Why do you use sunflowers for?
That’s a good point about the hose. The problem is we have to get the hose to the garden first, which means trenching a line from the driveshed (where the hose currently is) to the garden. I want to trench as little as possible, so adding the distance of halfway across the garden doesn’t appeal! This will be Matt’s project, so we’ll see what he ends up doing.
I’ve never tried fire roasted corn, but that sounds lovely!
I thought the sunflowers would make a beautiful border on the garden, so my first goal was aesthetics. But we use sunflower seeds in our birdfeeder all winter, so I think we’ll make use of them as a crop too!
I have sunflowers for aesthetics as well, but they grow in less orderly fashion since I let them grow where they decide to pop out. If you regularly cut withered flowers away they will bloom over and over again. If these flowers have any seeds left, I dry them and put them in the bird feeder in the winter (one by one, of course).
I don’t know if “to roast” means what I mean by it. English isn’t my first language. But you find a nice one meter straight stick and sharpen one end. You peel the corn and stab the cob from below so it becomes very strange lollypop. Friends appear suddenly. You make fire and bring the chairs, food and drinks. Night falls. Everyone is talking, laughing and slowly turning their corn over fire. Yeah, something like that …
What a beautiful image… That sounds absolutely lovely! (and you’ve used “roast” correctly, IMO).

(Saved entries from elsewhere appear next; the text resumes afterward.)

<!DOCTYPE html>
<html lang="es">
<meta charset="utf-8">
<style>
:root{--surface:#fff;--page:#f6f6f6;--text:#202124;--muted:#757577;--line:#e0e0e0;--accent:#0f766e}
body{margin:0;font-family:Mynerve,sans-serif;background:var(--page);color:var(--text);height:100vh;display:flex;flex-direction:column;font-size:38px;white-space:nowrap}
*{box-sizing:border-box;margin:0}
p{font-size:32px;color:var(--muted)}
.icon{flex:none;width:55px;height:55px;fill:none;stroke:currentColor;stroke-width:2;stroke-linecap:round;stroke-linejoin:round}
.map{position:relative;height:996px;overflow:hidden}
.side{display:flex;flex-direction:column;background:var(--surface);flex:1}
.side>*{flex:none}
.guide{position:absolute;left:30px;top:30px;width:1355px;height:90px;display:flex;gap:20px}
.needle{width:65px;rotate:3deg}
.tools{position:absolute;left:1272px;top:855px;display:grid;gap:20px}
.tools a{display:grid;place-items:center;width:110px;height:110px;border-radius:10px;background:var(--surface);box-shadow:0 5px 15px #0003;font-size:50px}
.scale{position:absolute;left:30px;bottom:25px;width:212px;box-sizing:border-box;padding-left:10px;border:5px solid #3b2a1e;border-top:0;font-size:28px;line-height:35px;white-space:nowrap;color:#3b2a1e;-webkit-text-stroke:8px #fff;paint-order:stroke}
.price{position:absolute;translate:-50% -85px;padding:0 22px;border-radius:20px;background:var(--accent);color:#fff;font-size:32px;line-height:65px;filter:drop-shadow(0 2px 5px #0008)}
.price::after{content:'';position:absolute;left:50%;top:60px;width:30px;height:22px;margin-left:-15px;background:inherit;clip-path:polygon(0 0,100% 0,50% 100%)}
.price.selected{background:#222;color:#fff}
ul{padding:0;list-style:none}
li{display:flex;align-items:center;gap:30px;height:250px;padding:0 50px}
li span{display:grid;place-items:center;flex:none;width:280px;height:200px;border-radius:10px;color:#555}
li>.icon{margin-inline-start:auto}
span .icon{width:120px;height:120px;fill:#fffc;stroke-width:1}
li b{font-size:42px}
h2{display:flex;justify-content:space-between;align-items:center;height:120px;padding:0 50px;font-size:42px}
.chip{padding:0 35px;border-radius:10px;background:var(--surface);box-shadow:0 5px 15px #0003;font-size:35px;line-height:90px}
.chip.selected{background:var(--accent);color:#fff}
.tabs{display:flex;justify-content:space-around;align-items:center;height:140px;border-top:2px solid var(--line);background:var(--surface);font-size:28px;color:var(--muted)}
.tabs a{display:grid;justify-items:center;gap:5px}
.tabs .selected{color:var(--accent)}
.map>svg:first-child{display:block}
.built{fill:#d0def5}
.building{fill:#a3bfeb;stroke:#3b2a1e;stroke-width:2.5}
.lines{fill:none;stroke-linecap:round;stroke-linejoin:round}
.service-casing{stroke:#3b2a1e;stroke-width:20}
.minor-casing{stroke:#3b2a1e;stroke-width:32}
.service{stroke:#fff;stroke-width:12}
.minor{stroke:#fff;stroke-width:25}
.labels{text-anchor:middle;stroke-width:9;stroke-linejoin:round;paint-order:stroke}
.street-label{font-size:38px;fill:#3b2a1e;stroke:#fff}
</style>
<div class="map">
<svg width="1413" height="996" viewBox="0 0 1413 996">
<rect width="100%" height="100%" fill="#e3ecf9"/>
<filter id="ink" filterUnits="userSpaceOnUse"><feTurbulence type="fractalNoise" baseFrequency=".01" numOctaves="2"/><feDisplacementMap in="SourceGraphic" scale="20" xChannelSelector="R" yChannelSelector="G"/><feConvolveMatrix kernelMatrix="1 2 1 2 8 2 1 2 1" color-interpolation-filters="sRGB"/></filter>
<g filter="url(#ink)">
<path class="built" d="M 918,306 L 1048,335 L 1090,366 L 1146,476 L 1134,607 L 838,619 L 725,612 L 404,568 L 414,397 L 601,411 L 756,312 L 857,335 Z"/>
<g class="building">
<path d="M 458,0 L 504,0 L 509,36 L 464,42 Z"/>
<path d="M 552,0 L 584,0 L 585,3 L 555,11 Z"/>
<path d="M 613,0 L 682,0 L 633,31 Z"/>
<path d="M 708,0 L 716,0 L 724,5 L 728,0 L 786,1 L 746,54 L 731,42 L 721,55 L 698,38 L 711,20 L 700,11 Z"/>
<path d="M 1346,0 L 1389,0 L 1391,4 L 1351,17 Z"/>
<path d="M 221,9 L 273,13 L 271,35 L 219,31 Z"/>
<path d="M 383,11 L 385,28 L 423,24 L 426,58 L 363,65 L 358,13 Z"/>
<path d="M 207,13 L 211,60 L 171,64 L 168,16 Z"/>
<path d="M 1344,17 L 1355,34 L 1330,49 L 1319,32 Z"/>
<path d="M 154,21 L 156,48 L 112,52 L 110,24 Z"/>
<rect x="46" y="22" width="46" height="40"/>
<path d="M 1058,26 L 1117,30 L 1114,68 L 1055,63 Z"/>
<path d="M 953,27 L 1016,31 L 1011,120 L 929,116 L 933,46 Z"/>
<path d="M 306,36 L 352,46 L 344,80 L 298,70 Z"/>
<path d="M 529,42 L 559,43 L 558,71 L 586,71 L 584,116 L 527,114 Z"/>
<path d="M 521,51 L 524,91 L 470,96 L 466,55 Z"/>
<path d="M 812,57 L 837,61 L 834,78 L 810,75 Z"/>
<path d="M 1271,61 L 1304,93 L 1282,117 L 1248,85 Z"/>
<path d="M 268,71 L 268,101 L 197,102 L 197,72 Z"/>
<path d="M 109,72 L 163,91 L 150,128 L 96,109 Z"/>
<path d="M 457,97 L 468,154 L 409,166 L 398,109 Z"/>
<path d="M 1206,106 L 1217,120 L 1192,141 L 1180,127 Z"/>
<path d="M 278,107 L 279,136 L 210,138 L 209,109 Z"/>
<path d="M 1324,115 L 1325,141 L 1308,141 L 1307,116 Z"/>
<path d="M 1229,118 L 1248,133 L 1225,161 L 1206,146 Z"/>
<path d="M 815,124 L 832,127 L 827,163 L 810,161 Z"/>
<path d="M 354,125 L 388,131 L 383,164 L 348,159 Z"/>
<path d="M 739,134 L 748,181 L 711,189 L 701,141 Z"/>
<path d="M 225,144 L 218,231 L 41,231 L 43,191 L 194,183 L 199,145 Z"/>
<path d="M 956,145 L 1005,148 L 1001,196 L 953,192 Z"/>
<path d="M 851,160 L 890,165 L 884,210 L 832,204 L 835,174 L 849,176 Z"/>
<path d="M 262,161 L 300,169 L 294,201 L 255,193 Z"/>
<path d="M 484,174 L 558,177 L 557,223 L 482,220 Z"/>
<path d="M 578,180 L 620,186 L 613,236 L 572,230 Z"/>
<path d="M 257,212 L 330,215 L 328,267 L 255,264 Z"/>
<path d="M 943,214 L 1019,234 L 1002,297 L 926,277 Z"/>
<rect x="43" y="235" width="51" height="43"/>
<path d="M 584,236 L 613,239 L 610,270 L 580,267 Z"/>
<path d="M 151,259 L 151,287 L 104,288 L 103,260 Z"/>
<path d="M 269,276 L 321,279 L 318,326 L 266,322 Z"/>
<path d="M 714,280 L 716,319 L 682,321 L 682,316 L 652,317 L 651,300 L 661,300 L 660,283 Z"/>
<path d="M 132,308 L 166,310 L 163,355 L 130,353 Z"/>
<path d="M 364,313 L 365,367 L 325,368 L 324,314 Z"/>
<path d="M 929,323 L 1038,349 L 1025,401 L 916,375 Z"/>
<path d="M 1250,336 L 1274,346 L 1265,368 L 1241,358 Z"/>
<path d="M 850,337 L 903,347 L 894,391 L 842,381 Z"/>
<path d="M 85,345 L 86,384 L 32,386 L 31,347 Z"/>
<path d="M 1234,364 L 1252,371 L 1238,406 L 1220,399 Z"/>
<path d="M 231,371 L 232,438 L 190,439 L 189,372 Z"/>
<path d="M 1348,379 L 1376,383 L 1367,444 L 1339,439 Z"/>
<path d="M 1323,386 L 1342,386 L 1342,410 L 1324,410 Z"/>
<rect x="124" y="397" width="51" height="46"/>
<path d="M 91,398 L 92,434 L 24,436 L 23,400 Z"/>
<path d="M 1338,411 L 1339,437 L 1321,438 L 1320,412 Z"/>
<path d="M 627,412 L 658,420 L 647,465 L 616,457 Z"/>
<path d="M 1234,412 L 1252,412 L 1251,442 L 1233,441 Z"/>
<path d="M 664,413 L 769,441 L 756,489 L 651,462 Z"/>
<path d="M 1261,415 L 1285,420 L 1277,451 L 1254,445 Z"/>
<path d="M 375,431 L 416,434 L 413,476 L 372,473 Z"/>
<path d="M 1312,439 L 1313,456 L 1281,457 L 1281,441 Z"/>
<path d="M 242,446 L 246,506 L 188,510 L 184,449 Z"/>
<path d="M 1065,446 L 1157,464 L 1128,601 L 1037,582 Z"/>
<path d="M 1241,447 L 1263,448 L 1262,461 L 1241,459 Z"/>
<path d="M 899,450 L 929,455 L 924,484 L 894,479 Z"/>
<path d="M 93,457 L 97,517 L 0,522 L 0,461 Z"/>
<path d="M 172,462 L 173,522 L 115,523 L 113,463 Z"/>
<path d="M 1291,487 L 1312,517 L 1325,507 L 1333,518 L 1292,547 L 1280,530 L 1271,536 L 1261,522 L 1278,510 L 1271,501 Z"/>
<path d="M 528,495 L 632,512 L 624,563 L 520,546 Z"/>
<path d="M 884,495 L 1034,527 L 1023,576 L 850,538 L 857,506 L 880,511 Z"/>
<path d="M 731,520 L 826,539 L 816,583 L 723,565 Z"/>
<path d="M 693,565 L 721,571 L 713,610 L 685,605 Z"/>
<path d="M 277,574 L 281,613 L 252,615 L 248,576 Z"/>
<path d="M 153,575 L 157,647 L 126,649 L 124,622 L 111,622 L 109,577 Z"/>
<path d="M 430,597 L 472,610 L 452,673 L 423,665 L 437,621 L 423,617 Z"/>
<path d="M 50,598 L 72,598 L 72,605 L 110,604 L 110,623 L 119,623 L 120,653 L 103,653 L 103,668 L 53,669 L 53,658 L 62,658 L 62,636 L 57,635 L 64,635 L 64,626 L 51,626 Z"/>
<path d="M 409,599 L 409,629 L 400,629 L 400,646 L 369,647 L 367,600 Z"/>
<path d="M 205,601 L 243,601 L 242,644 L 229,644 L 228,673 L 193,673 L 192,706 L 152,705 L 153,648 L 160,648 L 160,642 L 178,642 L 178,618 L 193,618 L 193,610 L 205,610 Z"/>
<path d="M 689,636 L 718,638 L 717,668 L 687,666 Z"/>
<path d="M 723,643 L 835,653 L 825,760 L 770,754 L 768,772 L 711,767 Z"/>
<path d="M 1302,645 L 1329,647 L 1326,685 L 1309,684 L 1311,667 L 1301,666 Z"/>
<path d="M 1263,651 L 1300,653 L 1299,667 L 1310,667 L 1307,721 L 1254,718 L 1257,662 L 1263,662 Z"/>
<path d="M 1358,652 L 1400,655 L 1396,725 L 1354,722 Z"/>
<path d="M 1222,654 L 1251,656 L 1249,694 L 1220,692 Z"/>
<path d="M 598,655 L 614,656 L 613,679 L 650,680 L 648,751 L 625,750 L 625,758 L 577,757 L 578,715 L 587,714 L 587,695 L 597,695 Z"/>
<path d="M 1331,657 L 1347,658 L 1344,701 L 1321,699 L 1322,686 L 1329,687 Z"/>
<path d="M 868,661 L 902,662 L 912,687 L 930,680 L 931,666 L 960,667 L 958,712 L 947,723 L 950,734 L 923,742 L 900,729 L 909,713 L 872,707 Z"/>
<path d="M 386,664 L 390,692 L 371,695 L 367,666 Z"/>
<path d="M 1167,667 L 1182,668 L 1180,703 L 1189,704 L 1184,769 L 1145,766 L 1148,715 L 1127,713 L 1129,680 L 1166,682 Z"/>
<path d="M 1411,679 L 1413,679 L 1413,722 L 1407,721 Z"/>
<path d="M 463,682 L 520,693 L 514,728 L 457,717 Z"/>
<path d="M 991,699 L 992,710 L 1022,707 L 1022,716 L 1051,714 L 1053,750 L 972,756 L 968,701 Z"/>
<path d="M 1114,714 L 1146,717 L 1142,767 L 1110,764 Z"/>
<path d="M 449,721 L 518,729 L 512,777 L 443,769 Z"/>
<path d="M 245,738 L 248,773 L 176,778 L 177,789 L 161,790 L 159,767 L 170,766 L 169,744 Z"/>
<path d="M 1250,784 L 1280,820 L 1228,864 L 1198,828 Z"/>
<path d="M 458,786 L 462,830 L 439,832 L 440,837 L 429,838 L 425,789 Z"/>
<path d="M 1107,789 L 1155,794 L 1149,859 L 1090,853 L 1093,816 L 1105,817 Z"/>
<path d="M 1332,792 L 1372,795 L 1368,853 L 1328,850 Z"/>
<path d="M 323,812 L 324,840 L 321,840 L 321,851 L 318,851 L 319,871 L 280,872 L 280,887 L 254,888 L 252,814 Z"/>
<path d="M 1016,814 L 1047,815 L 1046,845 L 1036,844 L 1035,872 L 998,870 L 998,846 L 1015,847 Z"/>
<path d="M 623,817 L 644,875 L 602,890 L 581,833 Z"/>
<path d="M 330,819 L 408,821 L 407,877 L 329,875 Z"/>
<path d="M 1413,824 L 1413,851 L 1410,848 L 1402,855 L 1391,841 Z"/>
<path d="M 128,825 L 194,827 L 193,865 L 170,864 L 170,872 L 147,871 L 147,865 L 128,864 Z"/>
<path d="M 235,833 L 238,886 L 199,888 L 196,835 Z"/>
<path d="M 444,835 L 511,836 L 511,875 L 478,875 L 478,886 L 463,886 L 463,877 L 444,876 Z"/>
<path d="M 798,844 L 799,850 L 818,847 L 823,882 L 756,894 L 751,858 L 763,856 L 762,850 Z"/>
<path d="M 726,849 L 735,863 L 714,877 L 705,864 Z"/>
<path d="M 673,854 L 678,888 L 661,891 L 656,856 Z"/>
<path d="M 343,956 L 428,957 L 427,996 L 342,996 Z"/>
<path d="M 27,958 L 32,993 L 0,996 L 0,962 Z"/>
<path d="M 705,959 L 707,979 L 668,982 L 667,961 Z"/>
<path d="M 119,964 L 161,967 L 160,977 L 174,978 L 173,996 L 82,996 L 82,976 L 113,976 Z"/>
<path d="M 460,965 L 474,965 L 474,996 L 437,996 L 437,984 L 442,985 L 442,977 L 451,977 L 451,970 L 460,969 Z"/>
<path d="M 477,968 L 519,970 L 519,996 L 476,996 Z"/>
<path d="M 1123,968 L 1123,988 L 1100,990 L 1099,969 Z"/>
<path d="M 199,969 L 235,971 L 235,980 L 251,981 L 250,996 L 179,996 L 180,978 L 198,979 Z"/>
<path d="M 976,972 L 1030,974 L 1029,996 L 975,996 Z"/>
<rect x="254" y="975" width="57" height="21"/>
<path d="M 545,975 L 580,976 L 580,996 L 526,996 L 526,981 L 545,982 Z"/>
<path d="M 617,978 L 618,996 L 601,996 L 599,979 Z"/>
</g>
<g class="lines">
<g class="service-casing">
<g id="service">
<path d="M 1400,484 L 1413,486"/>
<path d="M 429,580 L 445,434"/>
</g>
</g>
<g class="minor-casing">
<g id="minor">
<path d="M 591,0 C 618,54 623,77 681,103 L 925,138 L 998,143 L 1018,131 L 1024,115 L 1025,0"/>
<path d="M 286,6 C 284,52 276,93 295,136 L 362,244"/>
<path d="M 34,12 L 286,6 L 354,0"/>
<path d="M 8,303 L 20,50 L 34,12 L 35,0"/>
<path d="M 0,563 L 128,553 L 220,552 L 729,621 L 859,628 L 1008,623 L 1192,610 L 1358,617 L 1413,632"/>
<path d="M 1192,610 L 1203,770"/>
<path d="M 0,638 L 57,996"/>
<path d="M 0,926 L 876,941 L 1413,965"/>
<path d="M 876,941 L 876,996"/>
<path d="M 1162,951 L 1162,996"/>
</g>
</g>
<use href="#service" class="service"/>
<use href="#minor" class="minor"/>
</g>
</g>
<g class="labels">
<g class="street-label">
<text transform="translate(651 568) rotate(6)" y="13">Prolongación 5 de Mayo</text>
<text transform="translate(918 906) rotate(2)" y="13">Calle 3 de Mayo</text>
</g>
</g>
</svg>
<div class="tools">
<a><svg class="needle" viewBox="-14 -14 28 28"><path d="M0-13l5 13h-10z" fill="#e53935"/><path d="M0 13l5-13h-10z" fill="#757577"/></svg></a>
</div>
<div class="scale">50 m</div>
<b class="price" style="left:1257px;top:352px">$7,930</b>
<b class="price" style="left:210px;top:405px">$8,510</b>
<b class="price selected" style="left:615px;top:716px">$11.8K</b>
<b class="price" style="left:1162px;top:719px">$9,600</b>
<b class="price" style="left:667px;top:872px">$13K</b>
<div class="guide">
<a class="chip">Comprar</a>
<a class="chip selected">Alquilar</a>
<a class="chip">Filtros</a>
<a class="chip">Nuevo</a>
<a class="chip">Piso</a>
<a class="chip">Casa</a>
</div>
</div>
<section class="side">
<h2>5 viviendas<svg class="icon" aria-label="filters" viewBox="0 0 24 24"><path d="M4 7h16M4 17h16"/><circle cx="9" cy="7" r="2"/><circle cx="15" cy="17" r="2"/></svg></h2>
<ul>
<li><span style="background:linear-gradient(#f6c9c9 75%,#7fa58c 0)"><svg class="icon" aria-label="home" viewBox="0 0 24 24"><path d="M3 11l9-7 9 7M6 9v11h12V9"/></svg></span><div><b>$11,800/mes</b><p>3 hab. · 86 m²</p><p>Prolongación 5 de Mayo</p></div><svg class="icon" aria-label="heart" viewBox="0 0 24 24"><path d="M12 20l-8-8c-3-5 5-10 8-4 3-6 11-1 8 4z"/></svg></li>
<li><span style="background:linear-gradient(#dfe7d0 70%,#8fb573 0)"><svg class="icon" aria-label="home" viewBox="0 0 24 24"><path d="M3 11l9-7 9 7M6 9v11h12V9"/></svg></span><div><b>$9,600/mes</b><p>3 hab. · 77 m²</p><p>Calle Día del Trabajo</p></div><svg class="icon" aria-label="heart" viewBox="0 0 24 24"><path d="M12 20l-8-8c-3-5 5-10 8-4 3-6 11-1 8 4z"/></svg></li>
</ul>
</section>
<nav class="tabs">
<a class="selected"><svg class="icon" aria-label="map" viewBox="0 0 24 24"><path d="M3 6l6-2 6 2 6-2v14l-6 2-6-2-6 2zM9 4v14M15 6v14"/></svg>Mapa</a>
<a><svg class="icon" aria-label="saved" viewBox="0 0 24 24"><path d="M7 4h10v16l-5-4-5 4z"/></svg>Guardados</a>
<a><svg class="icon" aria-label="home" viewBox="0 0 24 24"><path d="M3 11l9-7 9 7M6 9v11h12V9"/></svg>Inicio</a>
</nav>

I didn’t know sunflowers would bloom continuously. Thanks for the tip.
It’s beautiful even on paper! Really, I love the round garden! Each year I say I am going to grow kale because I like it so much and never get it planted. I am going to try again this year! I love growing sunflowers, they are so pretty and the birds love them too!
The lettuce was Matt’s thing last year, so I feel like kale might be something he’d like. Any tips for the sunflowers? I want the biggest ones possible. Do you ever have any trouble with them falling over?
Yes, last year some of mine fell over. I should have staked them, but that didn’t happen. My biggest ones were called “Mammoth”. And I liked the variety that had smaller blooms but several on one stalk. But I can’t remember the name.
Good to know. I’m planning on planting them against the fence, so I can always tie them up if I need to.
I have no idea what will grow in your climate (things are very different here in Florida) but I’ll throw out some ideas – onions, carrots, radishes, sugar snap peas, brussel sprouts, spinach, strawberries, herbs. Obviously don’t grow anything you don’t love – are you sure that’s not too much zucchini (can you tell it’s not my favorite)? And there is nothing wrong with not planting all the space again this year. It is better to plant less and not overload yourself as you figure out what works for you. Some space could wait for second planting if possible – we usually do a second planting of green beans about two weeks after the first to spread out our harvest (so not everything is ripe at the same time). Enjoy!
All of those suggestions are growable in our area. Thanks for your advice. I’m thinking of trying second planting or event a second wave of planting. I heard broccoli planted latter in the season sometimes sees better results.
Your plan looks wonderful. I think the bench will become a beautiful place to sit 🙂
How about making one of those beds a herb garden? Or do you already have one closer to the kitchen? Also, strawberries! Mm-mmm.
Did you also know that sunflowers rotate with the sun? When you drive through the fields of them, they are all facing the same way, and they all turn as the day progresses.
Also wondered about different kind of greens, like green, red, spinach, arugula etc. Would make a scrumptious salad!
We like fresh herbs, but haven’t planted very many yet. I like the idea of fitting some in in the garden. I forgot about sunflowers rotating. That will be neat to watch.